Input records:
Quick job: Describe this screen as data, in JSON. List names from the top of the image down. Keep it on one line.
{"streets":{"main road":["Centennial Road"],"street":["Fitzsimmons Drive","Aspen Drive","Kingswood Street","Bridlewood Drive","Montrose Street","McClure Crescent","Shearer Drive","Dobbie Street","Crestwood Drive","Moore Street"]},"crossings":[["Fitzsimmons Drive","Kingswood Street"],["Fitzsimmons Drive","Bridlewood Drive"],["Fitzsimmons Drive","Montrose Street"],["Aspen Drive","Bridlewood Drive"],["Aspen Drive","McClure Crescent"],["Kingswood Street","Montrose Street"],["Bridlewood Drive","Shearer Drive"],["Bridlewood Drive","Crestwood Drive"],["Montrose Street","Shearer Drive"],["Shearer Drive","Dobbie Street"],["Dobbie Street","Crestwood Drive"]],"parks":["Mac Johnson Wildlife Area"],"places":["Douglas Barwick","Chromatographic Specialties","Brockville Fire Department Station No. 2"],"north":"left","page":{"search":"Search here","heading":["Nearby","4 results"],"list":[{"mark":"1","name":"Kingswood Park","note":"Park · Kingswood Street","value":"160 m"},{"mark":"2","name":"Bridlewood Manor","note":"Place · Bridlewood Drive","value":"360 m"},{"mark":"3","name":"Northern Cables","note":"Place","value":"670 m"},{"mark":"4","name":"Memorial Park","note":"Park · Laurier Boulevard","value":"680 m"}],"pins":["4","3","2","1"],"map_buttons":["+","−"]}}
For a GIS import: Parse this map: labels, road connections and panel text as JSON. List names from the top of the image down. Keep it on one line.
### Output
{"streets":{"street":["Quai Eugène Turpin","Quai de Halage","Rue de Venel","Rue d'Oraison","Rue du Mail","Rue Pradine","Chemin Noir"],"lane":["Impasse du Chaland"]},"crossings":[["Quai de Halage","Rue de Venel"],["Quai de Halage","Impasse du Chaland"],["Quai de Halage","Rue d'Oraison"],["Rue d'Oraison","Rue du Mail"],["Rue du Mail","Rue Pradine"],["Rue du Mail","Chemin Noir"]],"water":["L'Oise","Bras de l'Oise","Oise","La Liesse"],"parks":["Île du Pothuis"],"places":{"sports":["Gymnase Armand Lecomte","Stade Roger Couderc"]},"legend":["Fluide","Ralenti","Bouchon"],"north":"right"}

Goal of the exercise: Retype the data shown above so that each line matches the original.

Answer for the task:
Quick job: Describe this screen as data, in JSON. List names from the top of the image down. Keep it on one line.
{"streets":{"main road":["Centennial Road"],"street":["Fitzsimmons Drive","Aspen Drive","Kingswood Street","Bridlewood Drive","Montrose Street","McClure Crescent","Shearer Drive","Dobbie Street","Crestwood Drive","Moore Street"]},"crossings":[["Fitzsimmons Drive","Kingswood Street"],["Fitzsimmons Drive","Bridlewood Drive"],["Fitzsimmons Drive","Montrose Street"],["Aspen Drive","Bridlewood Drive"],["Aspen Drive","McClure Crescent"],["Kingswood Street","Montrose Street"],["Bridlewood Drive","Shearer Drive"],["Bridlewood Drive","Crestwood Drive"],["Montrose Street","Shearer Drive"],["Shearer Drive","Dobbie Street"],["Dobbie Street","Crestwood Drive"]],"parks":["Mac Johnson Wildlife Area"],"places":["Douglas Barwick","Chromatographic Specialties","Brockville Fire Department Station No. 2"],"north":"left","page":{"search":"Search here","heading":["Nearby","4 results"],"list":[{"mark":"1","name":"Kingswood Park","note":"Park · Kingswood Street","value":"160 m"},{"mark":"2","name":"Bridlewood Manor","note":"Place · Bridlewood Drive","value":"360 m"},{"mark":"3","name":"Northern Cables","note":"Place","value":"670 m"},{"mark":"4","name":"Memorial Park","note":"Park · Laurier Boulevard","value":"680 m"}],"pins":["4","3","2","1"],"map_buttons":["+","−"]}}
For a GIS import: Parse this map: labels, road connections and panel text as JSON. List names from the top of the image down. Keep it on one line.
### Output
{"streets":{"street":["Quai Eugène Turpin","Quai de Halage","Rue de Venel","Rue d'Oraison","Rue du Mail","Rue Pradine","Chemin Noir"],"lane":["Impasse du Chaland"]},"crossings":[["Quai de Halage","Rue de Venel"],["Quai de Halage","Impasse du Chaland"],["Quai de Halage","Rue d'Oraison"],["Rue d'Oraison","Rue du Mail"],["Rue du Mail","Rue Pradine"],["Rue du Mail","Chemin Noir"]],"water":["L'Oise","Bras de l'Oise","Oise","La Liesse"],"parks":["Île du Pothuis"],"places":{"sports":["Gymnase Armand Lecomte","Stade Roger Couderc"]},"legend":["Fluide","Ralenti","Bouchon"],"north":"right"}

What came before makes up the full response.